- Task
For any picture in the lines below, please leave it out and copy the rest exactly.

- Information given

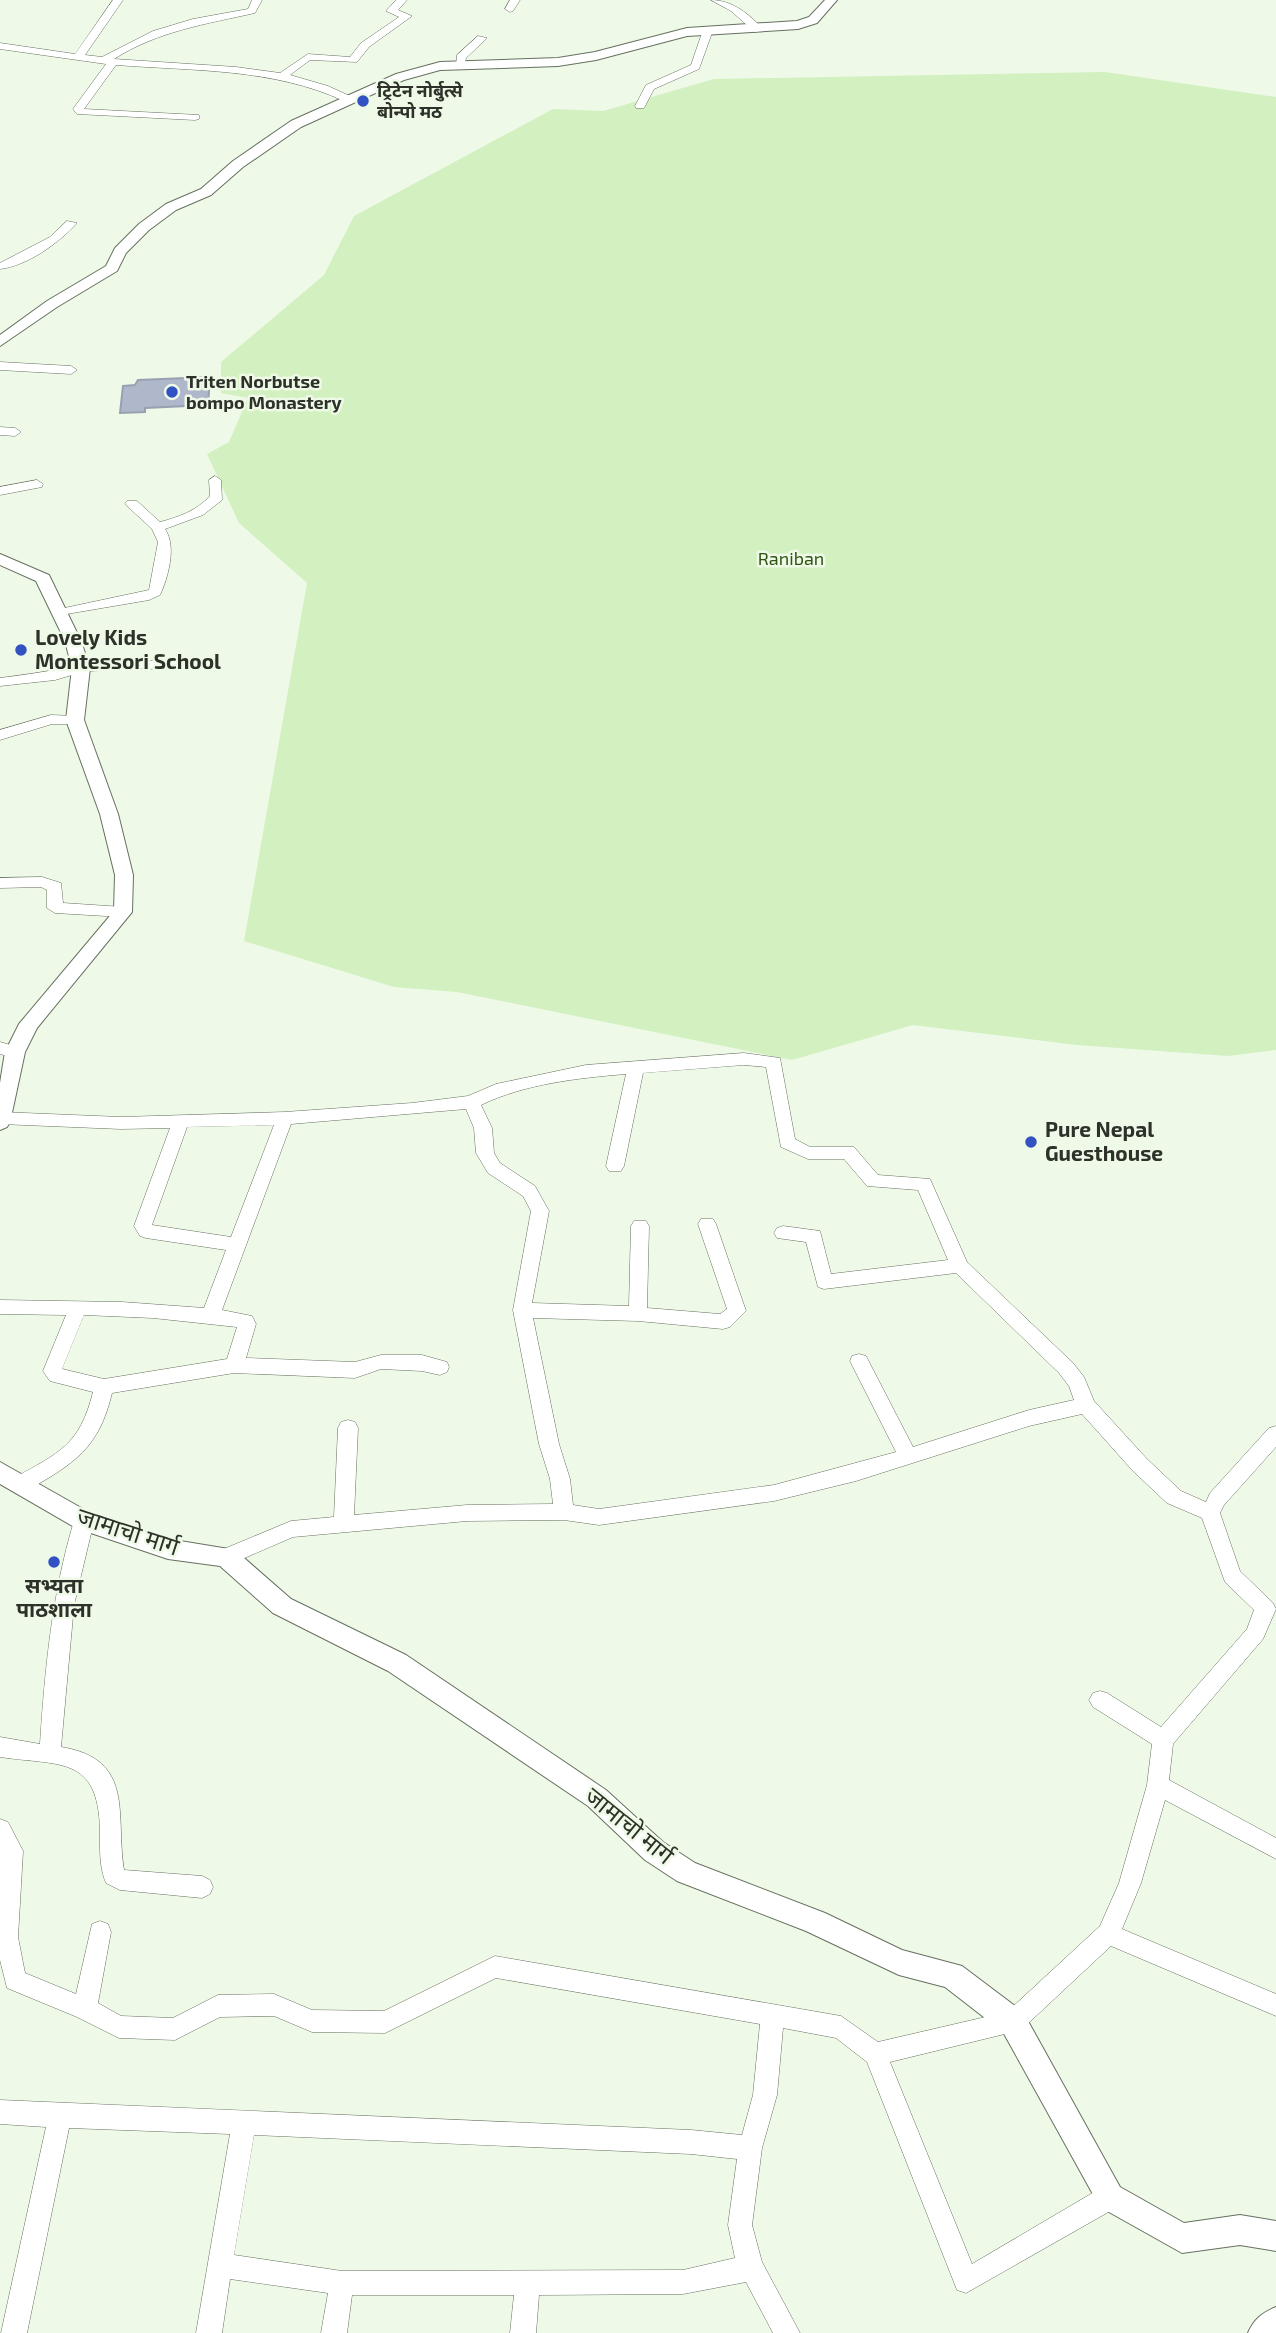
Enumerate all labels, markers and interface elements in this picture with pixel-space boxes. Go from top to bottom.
place label: ट्रिटेन नोर्बुत्से बोन्पो मठ [377,79,463,122]
marker: ट्रिटेन नोर्बुत्से बोन्पो मठ [355,93,371,109]
place label: Triten Norbutse bompo Monastery [186,370,342,413]
marker: Triten Norbutse bompo Monastery [164,384,180,400]
park label: Raniban [758,547,824,569]
place label: Lovely Kids Montessori School [35,624,221,673]
marker: Lovely Kids Montessori School [13,642,29,658]
place label: Pure Nepal Guesthouse [1045,1116,1163,1165]
marker: Pure Nepal Guesthouse [1023,1134,1039,1150]
street label: जामाचो मार्ग [74,1500,184,1561]
marker: सभ्यता पाठशाला [46,1554,62,1570]
place label: सभ्यता पाठशाला [16,1572,93,1621]
street label: जामाचो मार्ग [580,1780,681,1870]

- Written solution
Enumerate all labels, markers and interface elements in this picture with pixel-space boxes. Go from top to bottom.
place label: ट्रिटेन नोर्बुत्से बोन्पो मठ [377,79,463,122]
marker: ट्रिटेन नोर्बुत्से बोन्पो मठ [355,93,371,109]
place label: Triten Norbutse bompo Monastery [186,370,342,413]
marker: Triten Norbutse bompo Monastery [164,384,180,400]
park label: Raniban [758,547,824,569]
place label: Lovely Kids Montessori School [35,624,221,673]
marker: Lovely Kids Montessori School [13,642,29,658]
place label: Pure Nepal Guesthouse [1045,1116,1163,1165]
marker: Pure Nepal Guesthouse [1023,1134,1039,1150]
street label: जामाचो मार्ग [74,1500,184,1561]
marker: सभ्यता पाठशाला [46,1554,62,1570]
place label: सभ्यता पाठशाला [16,1572,93,1621]
street label: जामाचो मार्ग [580,1780,681,1870]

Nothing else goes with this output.